• _Work to be completed_:
All of the data below should be written out exactly.

-------- Supplied data

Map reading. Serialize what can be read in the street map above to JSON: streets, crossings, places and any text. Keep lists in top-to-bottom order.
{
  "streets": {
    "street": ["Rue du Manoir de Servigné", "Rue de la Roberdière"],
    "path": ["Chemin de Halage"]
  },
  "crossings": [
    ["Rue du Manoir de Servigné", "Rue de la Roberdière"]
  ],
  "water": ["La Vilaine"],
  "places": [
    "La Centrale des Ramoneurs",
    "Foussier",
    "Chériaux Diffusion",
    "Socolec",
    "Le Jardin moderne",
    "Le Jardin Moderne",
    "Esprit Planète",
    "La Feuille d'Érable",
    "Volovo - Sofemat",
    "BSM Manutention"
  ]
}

----------------

• _Output_:
Map reading. Serialize what can be read in the street map above to JSON: streets, crossings, places and any text. Keep lists in top-to-bottom order.
{
  "streets": {
    "street": ["Rue du Manoir de Servigné", "Rue de la Roberdière"],
    "path": ["Chemin de Halage"]
  },
  "crossings": [
    ["Rue du Manoir de Servigné", "Rue de la Roberdière"]
  ],
  "water": ["La Vilaine"],
  "places": [
    "La Centrale des Ramoneurs",
    "Foussier",
    "Chériaux Diffusion",
    "Socolec",
    "Le Jardin moderne",
    "Le Jardin Moderne",
    "Esprit Planète",
    "La Feuille d'Érable",
    "Volovo - Sofemat",
    "BSM Manutention"
  ]
}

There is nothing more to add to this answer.